助手席からひょろっと背が高く、痩せた仲田陽菜が飛び降りると、隣の笹井写真館とリサイクルショップニコニコの建屋の隙間に身を隠した。キュルキュルとフロントタイヤを鳴らしてワゴンRは、猛ダッシュで商店街を東に向かって走り去った。陽菜は、建屋の隙間から顔を出し、教団関係の追跡者がいないか確認をする。
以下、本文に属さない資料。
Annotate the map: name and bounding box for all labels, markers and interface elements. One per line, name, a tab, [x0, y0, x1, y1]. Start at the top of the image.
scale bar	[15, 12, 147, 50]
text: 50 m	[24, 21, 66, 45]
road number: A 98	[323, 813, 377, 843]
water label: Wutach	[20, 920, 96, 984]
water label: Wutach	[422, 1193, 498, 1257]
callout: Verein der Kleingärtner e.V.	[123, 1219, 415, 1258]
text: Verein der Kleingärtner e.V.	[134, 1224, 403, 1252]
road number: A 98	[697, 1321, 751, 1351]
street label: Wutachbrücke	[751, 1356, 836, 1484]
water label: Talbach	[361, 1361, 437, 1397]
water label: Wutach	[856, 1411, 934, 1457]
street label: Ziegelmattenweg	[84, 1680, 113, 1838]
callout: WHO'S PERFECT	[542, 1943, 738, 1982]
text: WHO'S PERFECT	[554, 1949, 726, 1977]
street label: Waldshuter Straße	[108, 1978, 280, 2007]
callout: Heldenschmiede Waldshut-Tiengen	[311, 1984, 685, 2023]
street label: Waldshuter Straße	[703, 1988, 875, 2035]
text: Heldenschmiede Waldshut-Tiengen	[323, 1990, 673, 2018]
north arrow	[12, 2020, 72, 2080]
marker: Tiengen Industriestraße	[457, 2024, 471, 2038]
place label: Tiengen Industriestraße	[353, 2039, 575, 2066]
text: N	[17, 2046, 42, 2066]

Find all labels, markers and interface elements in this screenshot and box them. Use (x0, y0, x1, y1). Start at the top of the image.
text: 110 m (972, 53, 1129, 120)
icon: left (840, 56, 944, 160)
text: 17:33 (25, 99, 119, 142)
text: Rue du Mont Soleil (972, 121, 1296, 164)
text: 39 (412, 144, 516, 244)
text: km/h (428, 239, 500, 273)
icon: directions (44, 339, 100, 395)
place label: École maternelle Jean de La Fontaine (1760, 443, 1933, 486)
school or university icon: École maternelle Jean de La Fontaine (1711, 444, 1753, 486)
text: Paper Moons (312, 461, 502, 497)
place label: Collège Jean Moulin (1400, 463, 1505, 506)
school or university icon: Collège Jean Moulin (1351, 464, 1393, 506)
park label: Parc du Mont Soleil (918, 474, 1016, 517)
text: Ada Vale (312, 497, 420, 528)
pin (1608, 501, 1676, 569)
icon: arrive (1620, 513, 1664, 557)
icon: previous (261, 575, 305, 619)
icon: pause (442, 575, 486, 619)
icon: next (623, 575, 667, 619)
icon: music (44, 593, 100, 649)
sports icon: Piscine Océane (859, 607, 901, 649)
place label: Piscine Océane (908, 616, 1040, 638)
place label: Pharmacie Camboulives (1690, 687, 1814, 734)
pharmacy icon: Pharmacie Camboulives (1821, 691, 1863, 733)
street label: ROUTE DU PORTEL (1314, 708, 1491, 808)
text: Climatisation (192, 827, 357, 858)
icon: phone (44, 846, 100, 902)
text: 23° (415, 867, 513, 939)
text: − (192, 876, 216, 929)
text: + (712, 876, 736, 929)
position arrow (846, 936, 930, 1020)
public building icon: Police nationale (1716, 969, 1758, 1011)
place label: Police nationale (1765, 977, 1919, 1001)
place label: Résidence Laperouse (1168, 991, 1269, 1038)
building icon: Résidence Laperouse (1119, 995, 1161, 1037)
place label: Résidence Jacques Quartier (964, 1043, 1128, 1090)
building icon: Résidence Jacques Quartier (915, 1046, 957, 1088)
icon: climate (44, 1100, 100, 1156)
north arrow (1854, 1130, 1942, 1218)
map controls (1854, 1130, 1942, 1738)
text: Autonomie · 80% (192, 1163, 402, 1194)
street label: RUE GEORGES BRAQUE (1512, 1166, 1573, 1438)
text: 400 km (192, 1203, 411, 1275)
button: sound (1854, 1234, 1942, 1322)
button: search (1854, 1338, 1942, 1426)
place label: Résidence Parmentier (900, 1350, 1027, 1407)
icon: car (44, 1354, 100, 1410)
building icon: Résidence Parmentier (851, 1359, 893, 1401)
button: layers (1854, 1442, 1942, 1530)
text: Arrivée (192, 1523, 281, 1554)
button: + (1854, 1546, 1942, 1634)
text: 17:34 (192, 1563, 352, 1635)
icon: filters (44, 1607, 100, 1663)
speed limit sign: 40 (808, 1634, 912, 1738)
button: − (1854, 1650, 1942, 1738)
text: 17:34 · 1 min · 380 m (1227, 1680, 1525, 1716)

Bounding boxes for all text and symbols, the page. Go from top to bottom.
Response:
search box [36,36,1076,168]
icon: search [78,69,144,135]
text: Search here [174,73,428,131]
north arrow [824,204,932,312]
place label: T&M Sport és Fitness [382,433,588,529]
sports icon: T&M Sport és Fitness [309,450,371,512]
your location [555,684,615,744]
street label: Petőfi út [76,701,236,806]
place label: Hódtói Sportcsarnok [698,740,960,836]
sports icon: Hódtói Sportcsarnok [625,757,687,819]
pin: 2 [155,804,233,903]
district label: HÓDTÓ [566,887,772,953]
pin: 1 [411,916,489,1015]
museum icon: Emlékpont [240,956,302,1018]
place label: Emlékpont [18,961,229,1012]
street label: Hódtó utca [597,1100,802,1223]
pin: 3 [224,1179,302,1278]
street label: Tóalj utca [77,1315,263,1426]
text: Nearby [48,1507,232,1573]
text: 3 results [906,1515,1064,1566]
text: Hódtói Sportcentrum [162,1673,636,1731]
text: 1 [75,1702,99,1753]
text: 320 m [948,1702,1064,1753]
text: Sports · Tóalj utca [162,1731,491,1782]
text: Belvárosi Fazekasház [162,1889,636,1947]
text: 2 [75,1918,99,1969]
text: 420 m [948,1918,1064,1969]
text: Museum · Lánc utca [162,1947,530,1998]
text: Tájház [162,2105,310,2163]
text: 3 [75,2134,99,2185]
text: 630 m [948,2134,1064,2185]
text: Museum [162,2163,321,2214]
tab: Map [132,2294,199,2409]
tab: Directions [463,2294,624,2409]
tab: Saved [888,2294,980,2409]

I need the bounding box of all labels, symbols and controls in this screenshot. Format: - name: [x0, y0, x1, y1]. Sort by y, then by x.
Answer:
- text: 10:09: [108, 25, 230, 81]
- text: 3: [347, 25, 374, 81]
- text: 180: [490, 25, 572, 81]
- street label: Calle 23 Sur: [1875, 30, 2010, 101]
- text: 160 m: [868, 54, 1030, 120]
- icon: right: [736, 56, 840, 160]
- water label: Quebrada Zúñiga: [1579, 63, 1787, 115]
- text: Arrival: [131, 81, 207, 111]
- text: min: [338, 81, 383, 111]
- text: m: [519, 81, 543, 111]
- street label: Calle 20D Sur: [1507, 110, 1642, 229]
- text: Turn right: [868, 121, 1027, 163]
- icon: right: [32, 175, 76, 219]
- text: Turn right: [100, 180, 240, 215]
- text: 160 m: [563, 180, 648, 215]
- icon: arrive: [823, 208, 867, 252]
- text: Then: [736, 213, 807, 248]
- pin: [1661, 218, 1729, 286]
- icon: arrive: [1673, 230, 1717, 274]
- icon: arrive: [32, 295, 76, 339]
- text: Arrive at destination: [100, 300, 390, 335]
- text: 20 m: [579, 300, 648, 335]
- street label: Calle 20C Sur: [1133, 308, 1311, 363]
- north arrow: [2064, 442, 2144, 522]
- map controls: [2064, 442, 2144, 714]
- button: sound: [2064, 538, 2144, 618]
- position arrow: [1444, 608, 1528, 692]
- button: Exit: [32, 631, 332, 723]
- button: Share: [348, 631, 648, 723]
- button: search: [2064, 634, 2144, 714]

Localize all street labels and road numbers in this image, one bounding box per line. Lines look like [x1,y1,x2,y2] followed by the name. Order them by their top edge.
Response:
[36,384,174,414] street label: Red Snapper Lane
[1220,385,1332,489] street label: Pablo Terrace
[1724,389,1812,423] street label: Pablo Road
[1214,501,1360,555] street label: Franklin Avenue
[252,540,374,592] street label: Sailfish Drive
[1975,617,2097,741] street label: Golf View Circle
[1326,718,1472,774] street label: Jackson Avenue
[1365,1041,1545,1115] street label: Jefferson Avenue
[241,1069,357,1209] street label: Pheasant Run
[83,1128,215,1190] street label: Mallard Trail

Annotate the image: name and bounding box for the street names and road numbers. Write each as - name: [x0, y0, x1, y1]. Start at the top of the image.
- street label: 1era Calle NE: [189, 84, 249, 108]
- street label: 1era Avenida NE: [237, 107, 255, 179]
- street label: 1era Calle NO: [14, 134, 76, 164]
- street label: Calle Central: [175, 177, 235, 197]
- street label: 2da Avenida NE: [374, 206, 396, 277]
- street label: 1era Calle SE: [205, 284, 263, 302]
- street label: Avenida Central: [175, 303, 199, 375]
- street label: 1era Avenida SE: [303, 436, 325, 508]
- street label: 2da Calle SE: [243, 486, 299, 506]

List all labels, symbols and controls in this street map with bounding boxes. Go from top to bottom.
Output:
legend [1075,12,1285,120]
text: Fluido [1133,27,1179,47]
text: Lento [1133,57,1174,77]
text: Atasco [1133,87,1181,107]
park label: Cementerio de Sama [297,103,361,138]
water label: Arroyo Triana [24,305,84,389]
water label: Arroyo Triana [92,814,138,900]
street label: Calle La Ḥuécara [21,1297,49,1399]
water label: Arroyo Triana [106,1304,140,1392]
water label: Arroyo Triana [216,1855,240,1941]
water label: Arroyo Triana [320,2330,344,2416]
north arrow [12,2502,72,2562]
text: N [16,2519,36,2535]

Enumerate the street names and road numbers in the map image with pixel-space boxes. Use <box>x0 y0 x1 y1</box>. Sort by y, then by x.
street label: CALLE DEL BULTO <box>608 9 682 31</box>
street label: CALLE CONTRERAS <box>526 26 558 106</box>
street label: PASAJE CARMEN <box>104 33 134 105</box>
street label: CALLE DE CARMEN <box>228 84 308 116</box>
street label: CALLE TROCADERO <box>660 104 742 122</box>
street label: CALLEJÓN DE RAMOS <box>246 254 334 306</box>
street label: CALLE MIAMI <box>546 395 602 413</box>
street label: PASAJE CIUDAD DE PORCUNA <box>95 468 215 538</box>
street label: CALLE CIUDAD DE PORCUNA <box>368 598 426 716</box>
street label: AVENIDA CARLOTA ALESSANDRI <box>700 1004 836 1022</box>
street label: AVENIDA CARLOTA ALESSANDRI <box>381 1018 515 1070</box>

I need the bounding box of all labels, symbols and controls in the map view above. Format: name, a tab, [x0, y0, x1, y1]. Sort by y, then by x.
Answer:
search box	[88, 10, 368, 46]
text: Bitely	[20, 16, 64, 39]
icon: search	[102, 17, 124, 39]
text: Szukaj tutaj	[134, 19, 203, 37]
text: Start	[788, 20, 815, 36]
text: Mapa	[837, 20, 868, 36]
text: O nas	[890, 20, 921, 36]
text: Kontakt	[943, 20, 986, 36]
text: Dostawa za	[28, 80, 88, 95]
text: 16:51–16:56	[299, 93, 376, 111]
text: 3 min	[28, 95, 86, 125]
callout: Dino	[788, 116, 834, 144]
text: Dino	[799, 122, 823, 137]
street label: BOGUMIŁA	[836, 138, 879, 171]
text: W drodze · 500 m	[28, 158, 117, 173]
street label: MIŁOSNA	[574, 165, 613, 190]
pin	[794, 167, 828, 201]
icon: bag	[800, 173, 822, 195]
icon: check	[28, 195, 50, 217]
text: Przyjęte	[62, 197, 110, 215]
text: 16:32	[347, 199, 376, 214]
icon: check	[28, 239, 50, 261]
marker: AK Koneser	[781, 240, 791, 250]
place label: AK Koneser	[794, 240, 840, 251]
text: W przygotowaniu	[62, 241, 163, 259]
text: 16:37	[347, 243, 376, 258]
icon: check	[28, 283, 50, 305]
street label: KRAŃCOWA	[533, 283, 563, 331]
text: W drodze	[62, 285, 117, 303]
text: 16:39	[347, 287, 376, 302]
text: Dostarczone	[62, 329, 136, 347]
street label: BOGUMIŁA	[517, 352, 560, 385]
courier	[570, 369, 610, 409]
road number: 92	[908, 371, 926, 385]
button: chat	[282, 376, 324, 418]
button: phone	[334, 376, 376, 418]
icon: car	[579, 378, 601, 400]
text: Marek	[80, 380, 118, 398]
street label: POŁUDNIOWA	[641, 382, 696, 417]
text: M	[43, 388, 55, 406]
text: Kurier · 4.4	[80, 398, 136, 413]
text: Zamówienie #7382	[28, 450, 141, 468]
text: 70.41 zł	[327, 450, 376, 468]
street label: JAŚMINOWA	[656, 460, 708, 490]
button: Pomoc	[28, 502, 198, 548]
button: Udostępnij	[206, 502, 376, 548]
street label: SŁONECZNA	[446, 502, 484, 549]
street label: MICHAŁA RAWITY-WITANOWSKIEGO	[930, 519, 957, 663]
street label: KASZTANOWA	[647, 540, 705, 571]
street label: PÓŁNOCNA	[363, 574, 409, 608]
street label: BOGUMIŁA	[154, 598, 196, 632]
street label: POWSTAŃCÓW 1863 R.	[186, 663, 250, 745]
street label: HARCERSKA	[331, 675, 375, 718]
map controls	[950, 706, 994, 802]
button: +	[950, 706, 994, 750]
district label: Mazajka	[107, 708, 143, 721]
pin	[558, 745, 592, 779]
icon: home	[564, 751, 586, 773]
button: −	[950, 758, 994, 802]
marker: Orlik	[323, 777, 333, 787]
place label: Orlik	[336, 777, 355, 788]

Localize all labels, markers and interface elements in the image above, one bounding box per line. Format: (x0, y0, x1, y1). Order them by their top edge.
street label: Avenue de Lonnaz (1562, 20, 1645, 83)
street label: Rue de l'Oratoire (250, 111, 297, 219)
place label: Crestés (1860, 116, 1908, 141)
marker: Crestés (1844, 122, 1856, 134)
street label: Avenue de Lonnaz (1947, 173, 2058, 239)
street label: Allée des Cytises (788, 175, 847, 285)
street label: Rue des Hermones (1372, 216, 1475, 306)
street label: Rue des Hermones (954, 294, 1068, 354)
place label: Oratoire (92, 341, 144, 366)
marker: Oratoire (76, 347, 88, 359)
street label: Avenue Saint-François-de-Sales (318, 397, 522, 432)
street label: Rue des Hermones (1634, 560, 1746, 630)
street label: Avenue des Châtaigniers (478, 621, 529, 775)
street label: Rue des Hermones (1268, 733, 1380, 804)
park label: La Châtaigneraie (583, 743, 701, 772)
5秒、10秒…、30秒、1分。リサイクルショップニコニコの前の道は、宅配便のトラックや商店街の顔なじみ以外は通らず、心配していた追跡は受けていないことを確認し、陽菜はスマホを取り出し、ワゴンRを運転する坂川夏子に電話を入れた。
「なっちゃん、追跡者は無し。入り口のカギをあけるから急いで戻ってきて。店の入り口前で、花音ちゃんと大樹さんを降ろしたら二人で花音ちゃんは店の中に放り込むからね。一応、車にGPSとかつけられてる可能性も考えられるから、なっちゃんは2ブロック先のコインパーキングに停めに行って。」
「陽菜ちゃん、了解やでー!花音ちゃんは、大樹が起こそうとしたんやけど相変わらず意識がないままやから、大樹に背負ってもらうようにするわな。じゃあ、あと30秒で戻るわ!」
と電話を切ると、30秒ぴったりで店の前に車をつけた。
「大樹さん、急いで。」陽菜が後部座席のドアを開けると、大樹が眠ったままの花音を抱きかかえて降りて来た。陽菜が手を貸し、白い教団着姿の花音を大樹の背の上に乗せると「なっちゃん、オッケー!」と陽菜は後部座席のドアを強く閉めた。「あいよ!」と夏子は再びアクセルを踏み込み、ワゴンRは東へと走っていった。
「大樹さん、店の奥の階段で二階に上がって、リビングのソファーに花音ちゃんは寝かせてあげて。」
陽菜は、店の前の道を左右確認し、他に誰もいないことを確認するとサッと店の中に入った。二階に上がり、ソファーに花音を寝かせつける大樹に
「目は覚ましそうにないんかな?寝返りうって、落っこちてもあかんから和室にエアマット敷くからこれでも飲んどいて。」
と冷えたミネラルウォーターを渡し、電動ポンプでエアマットを膨らましシーツをかけると、二人がかりで花音をソファーからエアマットに移し、タオルケットをかけた。
「あぁ、陽菜ちゃんありがとう。緊張と興奮で喉がカラカラやったことに、今、気がついたわ。関係ない陽菜ちゃんとなっちゃんを巻き込んでしもてすまんなぁ…。」
申し訳なさそうに、大樹が頭を下げる。陽菜もボトルのキャップを開けて、一口飲むと大樹に囁いた。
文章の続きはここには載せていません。